Actualisé 08.03.2016 à 01:07

Présidentielle américaineMichael Bloomberg ne sera pas candidat

L'ex-maire de New York redoutait que sa candidature n'aide Donald Trump ou Ted Cruz - dont il fustige les campagnes.

Michael Bloomberg voulait barrer le chemin de Donald Trump en se présentant en indépendant. Il renonce, estimant que sa candidature aiderait en réalité le magnat de l'immobilier, dont il torpille au passage la rhétorique "démogogique" et "clivante". (Image d'archive)

Michael Bloomberg voulait barrer le chemin de Donald Trump en se présentant en indépendant. Il renonce, estimant que sa candidature aiderait en réalité le magnat de l'immobilier, dont il torpille au passage la rhétorique "démogogique" et "clivante". (Image d'archive)

Keystone

L'ancien maire de New York Michael Bloomberg a annoncé lundi sur le site Bloomberg View qu'il ne se présenterait pas en candidat indépendant à la présidentielle américaine de novembre.

Il voulait empêcher l'élection du milliardaire Donald Trump.

«Il y a une forte chance pour que ma candidature conduise à l'élection de Donald Trump ou du sénateur Ted Cruz», écrit Michael Bloomberg dans une longue tribune. «J'aime trop mon pays pour jouer un rôle dans l'élection d'un candidat qui affaiblirait notre unité nationale et assombrirait notre avenir et je n'entrerai donc pas la course pour la présidence des Etats-Unis».

Suffrage universel indirect

Michael Bloomberg, 74 ans, avait laissé filtrer en janvier qu'il envisageait de se présenter en candidat indépendant. Il a été longtemps démocrate avant de devenir républicain en 2001 pour être candidat à la mairie de New York, avant de devenir indépendant en 2007.

Dixième fortune des Etats-Unis, à la tête de 36,5 milliards de dollars selon Forbes, il s'était dit prêt à dépenser un milliard pour son éventuelle campagne.

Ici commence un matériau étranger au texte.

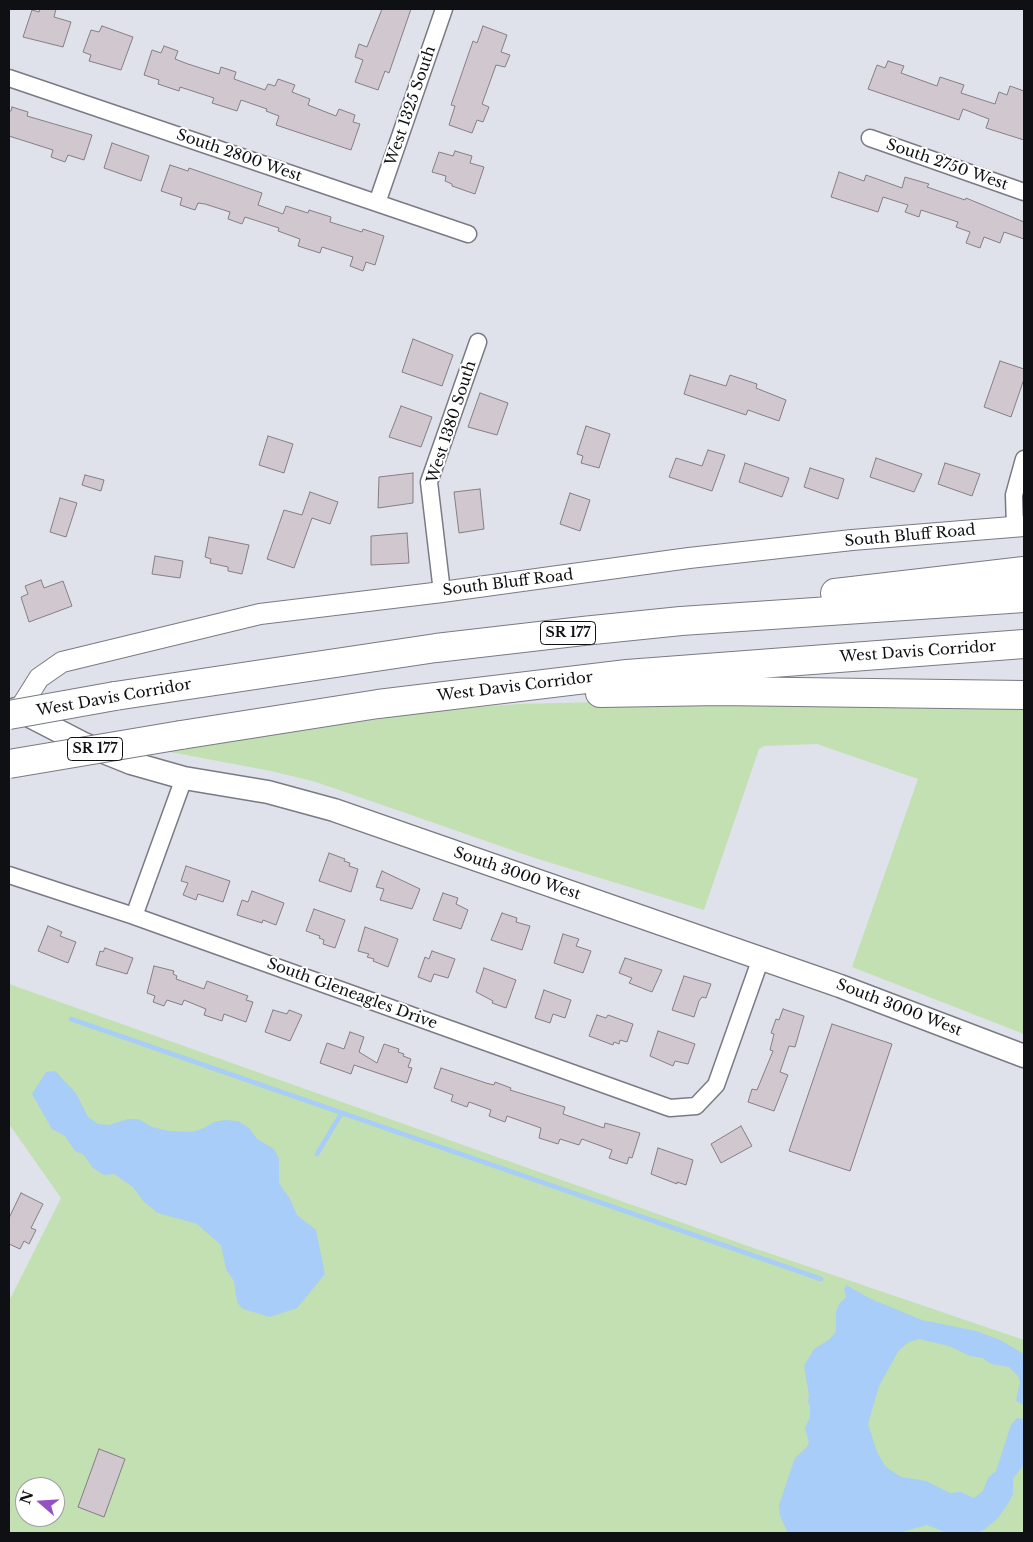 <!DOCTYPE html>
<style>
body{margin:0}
#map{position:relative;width:1033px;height:1542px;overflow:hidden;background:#dfe2eb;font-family:"Libre Baskerville",serif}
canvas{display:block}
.frame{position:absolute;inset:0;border:10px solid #0f1013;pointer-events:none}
.north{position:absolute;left:15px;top:1477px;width:50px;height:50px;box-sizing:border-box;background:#fff;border:1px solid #9f9fa1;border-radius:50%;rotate:289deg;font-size:14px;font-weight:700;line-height:20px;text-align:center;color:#0f1013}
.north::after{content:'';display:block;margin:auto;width:18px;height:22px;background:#9650c3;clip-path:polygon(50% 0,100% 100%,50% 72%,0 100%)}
</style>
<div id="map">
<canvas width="1033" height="1542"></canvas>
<div class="frame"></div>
<div class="north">N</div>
</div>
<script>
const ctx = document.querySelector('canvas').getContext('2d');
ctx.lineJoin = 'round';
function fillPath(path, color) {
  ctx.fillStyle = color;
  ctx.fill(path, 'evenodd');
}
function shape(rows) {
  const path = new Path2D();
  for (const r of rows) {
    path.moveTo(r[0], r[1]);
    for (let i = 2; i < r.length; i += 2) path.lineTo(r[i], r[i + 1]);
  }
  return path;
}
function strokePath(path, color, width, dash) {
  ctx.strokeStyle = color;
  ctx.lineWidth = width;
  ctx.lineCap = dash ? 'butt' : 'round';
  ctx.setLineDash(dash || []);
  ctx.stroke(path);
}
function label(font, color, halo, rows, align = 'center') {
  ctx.font = font + ' "Libre Baskerville",serif';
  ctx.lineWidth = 4;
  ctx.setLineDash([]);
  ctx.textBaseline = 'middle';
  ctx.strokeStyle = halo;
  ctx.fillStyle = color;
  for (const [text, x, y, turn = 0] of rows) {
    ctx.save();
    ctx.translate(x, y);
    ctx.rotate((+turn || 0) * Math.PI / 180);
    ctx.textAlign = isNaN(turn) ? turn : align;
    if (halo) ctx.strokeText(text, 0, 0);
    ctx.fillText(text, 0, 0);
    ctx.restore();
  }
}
const green = shape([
 [599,702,1024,704,1024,1034,852,967,918,779,817,744,764,746,759,749,704,910,535,858,316,782,271,771,165,751,439,710,519,704],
 [9,984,748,1246,1024,1340,1024,1533,9,1533,9,1301,61,1198,9,1124],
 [25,1487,55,1487,55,1517,25,1517]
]);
const water = shape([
 [55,1071,76,1093,88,1117,98,1124,109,1125,128,1119,138,1119,152,1127,169,1131,192,1132,204,1128,214,1122,225,1120,238,1121,249,1128,257,1139,274,1149,279,1159,279,1183,290,1199,297,1215,316,1230,325,1274,297,1308,270,1317,243,1309,237,1302,234,1281,226,1269,221,1245,197,1224,158,1213,144,1202,133,1187,114,1174,104,1175,93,1168,84,1155,75,1151,65,1136,52,1129,32,1094,46,1072],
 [846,1285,871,1299,922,1320,976,1331,1000,1340,1024,1354,1024,1405,1016,1401,1020,1382,1018,1376,1009,1367,991,1364,983,1358,970,1356,949,1346,919,1339,909,1342,899,1350,879,1386,868,1424,877,1452,885,1466,893,1472,901,1477,926,1481,950,1493,961,1492,974,1498,983,1491,988,1478,996,1471,1011,1425,1017,1418,1024,1419,1024,1465,1013,1478,1013,1494,1009,1502,998,1518,984,1530,976,1533,947,1533,927,1525,898,1533,788,1533,780,1516,779,1505,795,1458,806,1448,809,1443,805,1428,810,1417,810,1406,808,1402,809,1395,804,1366,814,1349,830,1339,836,1331,836,1312,839,1304,846,1297,844,1289]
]);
const stream = shape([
 [71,1019,821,1279],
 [317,1154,341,1114]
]);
const building = shape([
 [40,9,56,9,54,17,71,22,63,47,23,37,32,10,39,12,40,9],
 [382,9,411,9,389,73,385,71,378,90,355,82,363,60,355,57,359,44,367,47,382,9],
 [102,26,133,37,121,70,89,61,91,55,83,52,91,30,99,32,102,26],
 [483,26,507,35,501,52,510,55,505,67,496,65,482,104,489,107,483,122,477,120,472,133,449,125,455,106,451,105,464,67,473,41,477,43,483,26],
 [164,46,178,51,175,59,188,64,219,74,221,67,236,72,234,79,265,90,268,84,275,86,278,79,295,85,292,92,310,99,308,105,336,116,339,109,355,115,353,122,360,124,351,150,276,125,279,116,266,111,267,109,241,100,237,111,212,103,214,98,180,87,179,91,158,84,159,80,144,75,152,50,161,53,164,46],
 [888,61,904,66,901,73,937,86,940,77,964,85,961,93,995,104,999,92,1007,95,1010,86,1024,91,1024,140,986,128,989,119,963,109,959,120,868,89,877,65,885,68,888,61],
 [12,107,28,112,27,116,92,135,84,160,68,155,65,162,51,157,53,150,9,136,9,111,11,111,12,107],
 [112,143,149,156,141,181,104,168,112,143],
 [455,151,472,156,470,163,484,167,475,194,452,186,452,184,445,181,446,176,432,172,439,152,453,156,455,151],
 [170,165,188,171,189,168,262,193,258,205,283,214,286,206,308,213,309,210,331,217,330,222,362,232,363,229,384,236,375,265,366,262,363,271,350,266,353,257,322,247,320,253,298,246,300,239,278,231,279,228,245,217,242,224,228,219,230,212,205,204,198,203,195,210,180,205,182,198,161,191,170,165],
 [839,172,864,181,866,175,902,188,905,177,929,184,927,187,965,200,966,198,1024,222,1024,239,1004,232,1000,243,984,237,980,248,966,243,970,232,956,227,958,222,921,210,919,217,905,212,908,205,883,197,878,212,831,197,839,172],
 [413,339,453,355,442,386,402,372,413,339],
 [1000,361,1024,369,1024,379,1011,417,984,407,1000,361],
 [690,375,726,386,730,375,757,384,756,388,786,400,779,421,748,410,746,415,684,394,690,375],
 [480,393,508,403,497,435,468,427,480,393],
 [401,406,432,417,421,447,389,437,401,406],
 [586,426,610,434,599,468,581,463,583,456,577,454,586,426],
 [268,436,293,444,284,473,259,465,268,436],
 [708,450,725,455,712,491,669,477,676,458,702,466,708,450],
 [876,458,922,474,914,492,870,477,876,458],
 [745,463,789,478,782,497,739,482,745,463],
 [945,463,980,474,972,496,938,484,945,463],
 [810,468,844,479,838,499,804,487,810,468],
 [413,473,413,503,378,508,379,477,413,473],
 [85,475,104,480,101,491,82,485,85,475],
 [480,489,484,529,459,533,454,492,480,489],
 [310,492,338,502,330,524,312,518,294,568,267,559,284,510,302,515,310,492],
 [570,493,590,500,580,531,560,524,570,493],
 [60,498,77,503,66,537,50,532,60,498],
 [407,533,409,563,371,565,371,536,407,533],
 [209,537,249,545,242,574,228,571,228,567,210,563,211,559,205,557,209,537],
 [155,556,183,561,180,578,152,574,155,556],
 [41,580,44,588,63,581,72,606,29,622,21,597,28,594,25,586,41,580],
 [329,853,345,859,344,861,350,863,349,866,358,869,351,892,319,881,329,853],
 [186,866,230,881,223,902,198,894,196,900,183,895,188,883,181,881,186,866],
 [382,871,420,889,412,909,380,900,384,889,376,887,382,871],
 [252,891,284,903,276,925,263,920,262,923,237,915,242,900,248,902,252,891],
 [443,893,458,898,456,904,468,910,461,929,433,920,443,893],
 [314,909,345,920,335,948,323,944,324,940,319,938,320,936,306,931,314,909],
 [502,913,517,918,516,922,530,926,522,950,491,940,502,913],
 [48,926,62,932,60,936,76,942,68,963,38,951,48,926],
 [365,927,398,939,388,967,373,961,374,959,367,957,369,954,358,951,365,927],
 [563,934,579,939,576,946,591,951,583,973,554,963,563,934],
 [105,948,133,958,127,974,96,965,100,951,103,952,105,948],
 [432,951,455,959,448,978,434,974,431,982,418,977,425,957,429,959,432,951],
 [625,958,662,970,652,992,629,983,632,978,619,973,625,958],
 [154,966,174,971,173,974,177,976,176,979,204,989,207,981,248,996,246,1000,253,1002,246,1022,224,1014,222,1021,204,1015,206,1009,184,1000,182,1005,167,1000,164,1006,153,1002,155,996,147,993,154,966],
 [484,968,516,980,506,1008,492,1003,493,1001,476,992,484,968],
 [684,976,711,984,706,998,702,997,699,1001,694,1017,672,1010,684,976],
 [544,990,571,1000,565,1018,553,1014,550,1023,535,1018,544,990],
 [783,1009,804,1016,795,1047,789,1046,780,1072,788,1075,774,1111,748,1102,752,1089,757,1090,773,1051,770,1050,774,1034,771,1033,776,1019,779,1020,783,1009],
 [273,1010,287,1014,289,1010,302,1015,290,1041,265,1032,273,1010],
 [597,1015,606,1018,608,1015,633,1024,627,1042,620,1040,619,1044,614,1042,613,1045,589,1036,597,1015],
 [832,1024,892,1044,850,1171,789,1151,832,1024],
 [658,1031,695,1044,688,1064,675,1061,673,1066,650,1056,658,1031],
 [350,1032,364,1037,359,1052,377,1063,384,1044,399,1049,398,1052,404,1054,403,1056,411,1059,408,1067,412,1068,407,1083,354,1065,351,1074,320,1063,327,1043,344,1049,350,1032],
 [441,1068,486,1083,494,1085,495,1082,511,1088,510,1090,565,1107,563,1114,604,1128,605,1123,640,1133,632,1158,629,1157,627,1164,609,1158,612,1150,582,1139,579,1145,560,1139,558,1144,539,1138,541,1128,507,1116,505,1122,489,1116,491,1110,469,1102,467,1107,451,1101,453,1095,434,1088,441,1068],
 [741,1126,752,1146,721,1163,711,1144,741,1126],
 [658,1148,693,1160,686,1185,677,1182,677,1184,651,1174,658,1148],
 [21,1193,43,1204,31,1228,36,1230,29,1244,24,1241,20,1249,9,1244,9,1218,21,1193],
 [99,1449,125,1459,104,1517,78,1507,99,1449]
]);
const minor = shape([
 [9,78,468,234],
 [870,138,1024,192],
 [377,203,444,9],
 [1015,527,1014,495,1024,459],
 [442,592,429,482,478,342],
 [9,875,134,916,670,1108,696,1106,716,1085,761,958],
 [134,916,184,778]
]);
const tertiary = shape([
 [19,710,39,678,62,662,260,614,442,592,689,558,852,540,1024,526]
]);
const secondary = shape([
 [16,709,84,744,131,763,184,778,268,792,334,810,840,986,1024,1056]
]);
const motorway = shape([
 [835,593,1024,571],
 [600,693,720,691,1024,695],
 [115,696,436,648,583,631,681,621,1024,598],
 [181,735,378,704,627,674,1024,644]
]);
const motorwayBridge = shape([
 [9,715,115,696],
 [9,764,181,735]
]);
const shields = [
 [568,633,55],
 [95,749,55]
];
const shieldNames = [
 ["SR 177",568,633],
 ["SR 177",95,749]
];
const streetNames = [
 ["West 1325 South",411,106,-71],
 ["South 2800 West",239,156,19],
 ["South 2750 West",947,165,19],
 ["West 1380 South",452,422,-72],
 ["South Bluff Road",910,536,-5],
 ["South Bluff Road",508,583,-7],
 ["West Davis Corridor",918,652,-4],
 ["West Davis Corridor",515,687,-7],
 ["West Davis Corridor",114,698,-10],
 ["South 3000 West",517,874,19],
 ["South Gleneagles Drive",352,994,20],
 ["South 3000 West",899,1008,21]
];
fillPath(green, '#c2e0b1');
fillPath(water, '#a7cdf8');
strokePath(stream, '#a7cdf8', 4.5);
fillPath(building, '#d0c8ce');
strokePath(building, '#867e84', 1);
strokePath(minor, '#787b83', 19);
strokePath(tertiary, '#787b83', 22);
strokePath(secondary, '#787b83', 25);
strokePath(motorway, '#787b83', 30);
strokePath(minor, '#fff', 16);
strokePath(tertiary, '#fff', 20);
strokePath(secondary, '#fff', 22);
strokePath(motorway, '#fff', 28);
strokePath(motorwayBridge, '#787b83', 30, []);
strokePath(motorwayBridge, '#fff', 28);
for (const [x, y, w] of shields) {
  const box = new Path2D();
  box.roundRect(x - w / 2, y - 11.5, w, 23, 4);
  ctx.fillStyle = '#fff';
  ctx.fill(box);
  strokePath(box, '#0f1013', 1);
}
label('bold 14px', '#0f1013', null, shieldNames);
label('15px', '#0f1013', '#fff', streetNames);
</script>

Mais il explique dans son texte publié lundi qu'en raison du système de suffrage universel indirect, il ne pensait pas pouvoir être élu face aux candidats démocrate et républicain. Or, si aucun candidat n'atteint la majorité des grands électeurs requis pour la présidence, c'est la chambre des représentants, dominée par les républicains, qui élirait le président américain, ce qui ne pourrait pas lui bénéficier.

Trump, «clivant et démagogique»

Il critique vertement Donald Trump, qu'il dit connaître depuis des années. «Il mène la campagne présidentielle la plus clivante et démagogique que je n'ai jamais vue, en jouant sur les préjugés et les craintes des gens», écrit Michael Bloomberg, en condamnant les propos tenus par Donald Trump contre les musulmans et les sans-papiers mexicains.

Quant à Ted Cruz, le sénateur du Texas qui est deuxième dans la course des primaires républicaines, Michael Bloomberg le qualifie de «tout aussi extrême» sur l'immigration.